2.Temyizen incelenen karar, tarafların karşılıklı iddia ve savunmalarına, dayandıkları belgelere, uyuşmazlığa uygulanması gereken hukuk kuralları ile hukuki ilişkinin nitelendirilmesine, dava şartlarına, yargılama ve ispat kuralları ile kararda belirtilen gerekçelere göre usul ve kanuna uygun olup temyiz dilekçesinde ileri sürülen nedenler kararın bozulmasını gerektirecek nitelikte görülmemiştir.

VI. KARAR
Açıklanan sebeplerle;
Temyiz olunan Bölge Adliye Mahkemesi kararının 5311 sayılı Kanun ile değişik İİK’nın 364/2. maddesi göndermesiyle uygulanması gereken 6100 sayılı Kanun’un 370 inci maddesinin birinci fıkrası uyarınca ONANMASINA,
Alınması gereken 179,90 TL temyiz harcından, evvelce alınan harç varsa mahsubu ile eksik harcın temyiz edenden tahsiline,
Dosyanın İlk Derece Mahkemesine, kararın bir örneğinin Bölge Adliye Mahkemesine gönderilmesine,
17.05.2023 tarihinde oy birliğiyle karar verildi.

Olayın Özeti

Üçüncü kişi, ailesiyle birlikte oturduğu taşınmazın aile konutu olduğunu ileri sürerek icra müdürlüğü aracılığıyla yapılan tahliye işlemlerine karşı şikayette bulunmuştur. Takibin muvazaalı olduğunu, aile konutu niteliği nedeniyle rızası dışında tahliye işlemi yapılamayacağını, tutanakların usulsüz düzenlendiğini iddia etmiştir. İlk derece mahkemesi ve BAM şikayeti reddetmiş; üçüncü kişi kararı temyiz etmiştir.

Hukuki Sorun

Uyuşmazlık, kiracının eşi olmayan üçüncü kişinin, aile konutu iddiasına dayanarak icra takibine ve tahliye işlemine karşı şikayet hakkı olup olmadığı noktasında toplanmaktadır. Burada özellikle TBK m. 349 ve TMK m. 194 hükümlerinin uygulanabilirliği tartışılmıştır.

Yargıtay’ın Gerekçesi

  • Yargıtay, TBK m. 349/3 ve TMK m. 194/4 hükümlerine atıf yaparak, kiracı olmayan eşin kiralayana bildirimde bulunması halinde kira sözleşmesinin tarafı sıfatını kazanabileceğini, böylece kiraya verenin fesih bildirimini her iki eşe yapmak zorunda kalacağını hatırlatmıştır.
  • Ancak somut olayda, şikayetçi eşin bu yönde kiralayana yapılmış herhangi bir bildirimi ispatlayamadığı vurgulanmıştır.
  • Ayrıca, boşanma davası kapsamında Aile Mahkemesi de taşınmazın aile konutu olduğuna dair talebi reddetmiştir.
  • Bu nedenle Yargıtay, şikayetçinin sözleşmenin tarafı sıfatını kazanmadığını, dolayısıyla şikayet hakkının bulunmadığını belirtmiştir.
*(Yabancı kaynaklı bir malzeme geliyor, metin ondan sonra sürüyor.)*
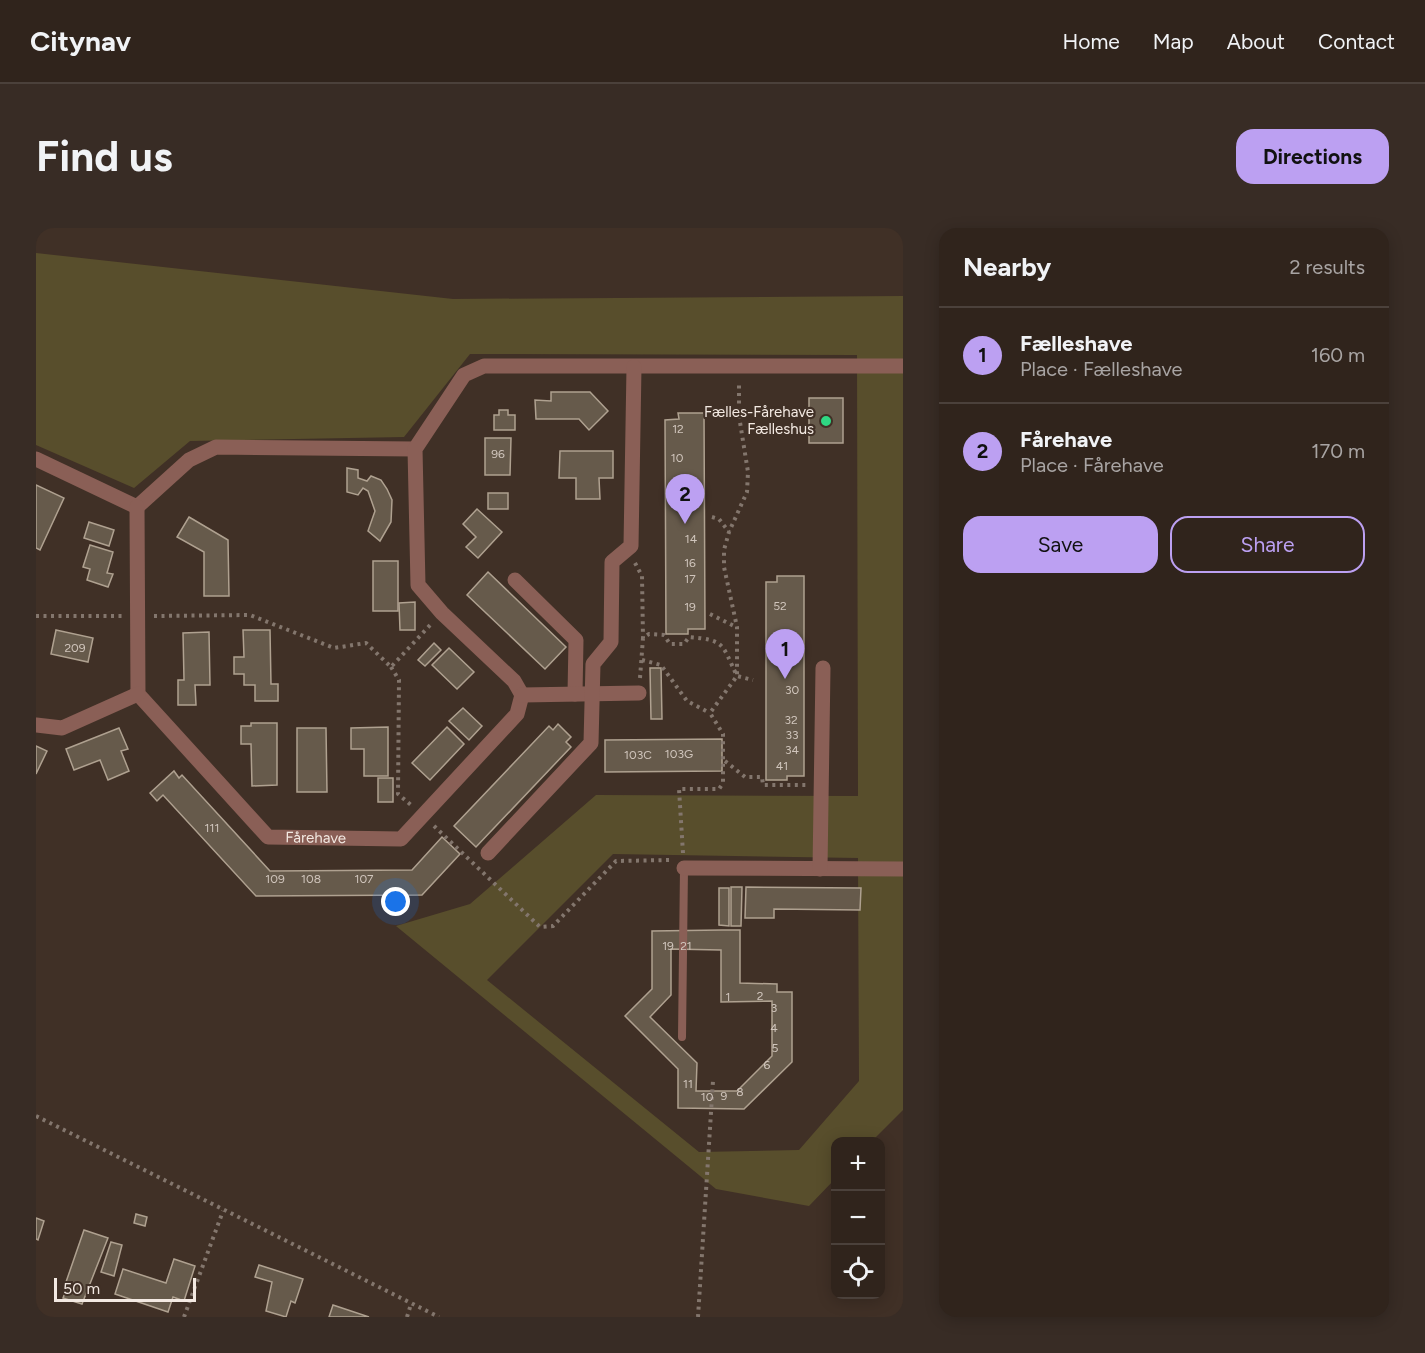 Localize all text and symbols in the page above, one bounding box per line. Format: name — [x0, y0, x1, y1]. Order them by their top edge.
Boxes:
text: Citynav — [30, 24, 131, 58]
text: Home — [1063, 29, 1120, 54]
text: Map — [1153, 29, 1194, 54]
text: About — [1227, 29, 1285, 54]
text: Contact — [1318, 29, 1395, 54]
button: Directions — [1236, 129, 1389, 184]
text: Find us — [36, 131, 173, 182]
text: Nearby — [963, 251, 1051, 283]
text: 2 results — [1289, 255, 1365, 279]
text: Fælleshave — [1020, 330, 1133, 357]
text: 1 — [978, 343, 987, 367]
text: 160 m — [1311, 343, 1365, 367]
text: Place · Fælleshave — [1020, 357, 1183, 381]
place label: Fælles-Fårehave Fælleshus — [704, 403, 814, 438]
marker: Fælles-Fårehave Fælleshus — [819, 414, 833, 428]
house number: 12 — [672, 422, 684, 436]
text: Fårehave — [1020, 426, 1112, 453]
text: 2 — [977, 439, 988, 463]
text: 170 m — [1311, 439, 1365, 463]
house number: 96 — [491, 447, 505, 461]
house number: 10 — [671, 451, 684, 465]
text: Place · Fårehave — [1020, 453, 1164, 477]
pin: 2 — [666, 474, 704, 524]
button: Save — [963, 516, 1158, 573]
button: Share — [1170, 516, 1365, 573]
house number: 14 — [685, 532, 698, 546]
house number: 16 — [684, 556, 696, 570]
house number: 17 — [684, 572, 696, 586]
house number: 52 — [773, 599, 787, 613]
house number: 19 — [684, 600, 696, 614]
pin: 1 — [766, 630, 804, 679]
house number: 209 — [64, 641, 86, 655]
house number: 30 — [785, 683, 799, 697]
house number: 32 — [784, 713, 798, 727]
house number: 33 — [785, 728, 799, 742]
house number: 34 — [785, 743, 800, 757]
house number: 103G — [665, 747, 693, 761]
house number: 103C — [624, 748, 652, 762]
house number: 41 — [776, 759, 788, 773]
house number: 111 — [205, 821, 219, 835]
street label: Fårehave — [285, 828, 346, 847]
house number: 109 — [265, 872, 285, 886]
house number: 108 — [301, 872, 321, 886]
house number: 107 — [354, 872, 374, 886]
your location — [381, 887, 410, 916]
house number: 19 — [662, 939, 674, 953]
house number: 21 — [680, 939, 692, 953]
house number: 2 — [757, 989, 763, 1003]
house number: 1 — [726, 990, 730, 1004]
house number: 3 — [771, 1001, 777, 1015]
house number: 4 — [770, 1021, 778, 1035]
house number: 5 — [772, 1041, 779, 1055]
house number: 6 — [764, 1058, 771, 1072]
house number: 11 — [683, 1077, 693, 1091]
house number: 8 — [736, 1085, 744, 1099]
house number: 9 — [721, 1089, 728, 1103]
house number: 10 — [701, 1090, 714, 1104]
map controls — [831, 1137, 885, 1299]
button: + — [831, 1137, 885, 1191]
button: − — [831, 1191, 885, 1245]
button: locate — [831, 1245, 885, 1299]
scale bar — [54, 1275, 196, 1302]
text: 50 m — [63, 1279, 100, 1298]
Sonuç olarak, Bölge Adliye Mahkemesi’nin “şikayetin reddi” yönündeki kararının usul ve kanuna uygun olduğu kabul edilerek onama kararı verilmiştir.

Kararın Önemi

Bu karar, uygulamada sıkça karşılaşılan “aile konutu – üçüncü kişi şikayeti” ihtilaflarına açıklık getirmektedir. Yargıtay, aile konutu iddiasının tek başına yeterli olmadığını; eşin kira sözleşmesine taraf olabilmesi için TBK m. 349/3 ve TMK m. 194/4 uyarınca kiralayana yapılacak bildirimle hukuki statü kazanması gerektiğini ortaya koymaktadır.

Böylece, aile konutu şerhi bulunmayan taşınmazlarda yalnızca fiilî kullanımın yeterli olmadığı; sözleşmeye taraf olma şartının ispatlanması gerektiği vurgulanmıştır.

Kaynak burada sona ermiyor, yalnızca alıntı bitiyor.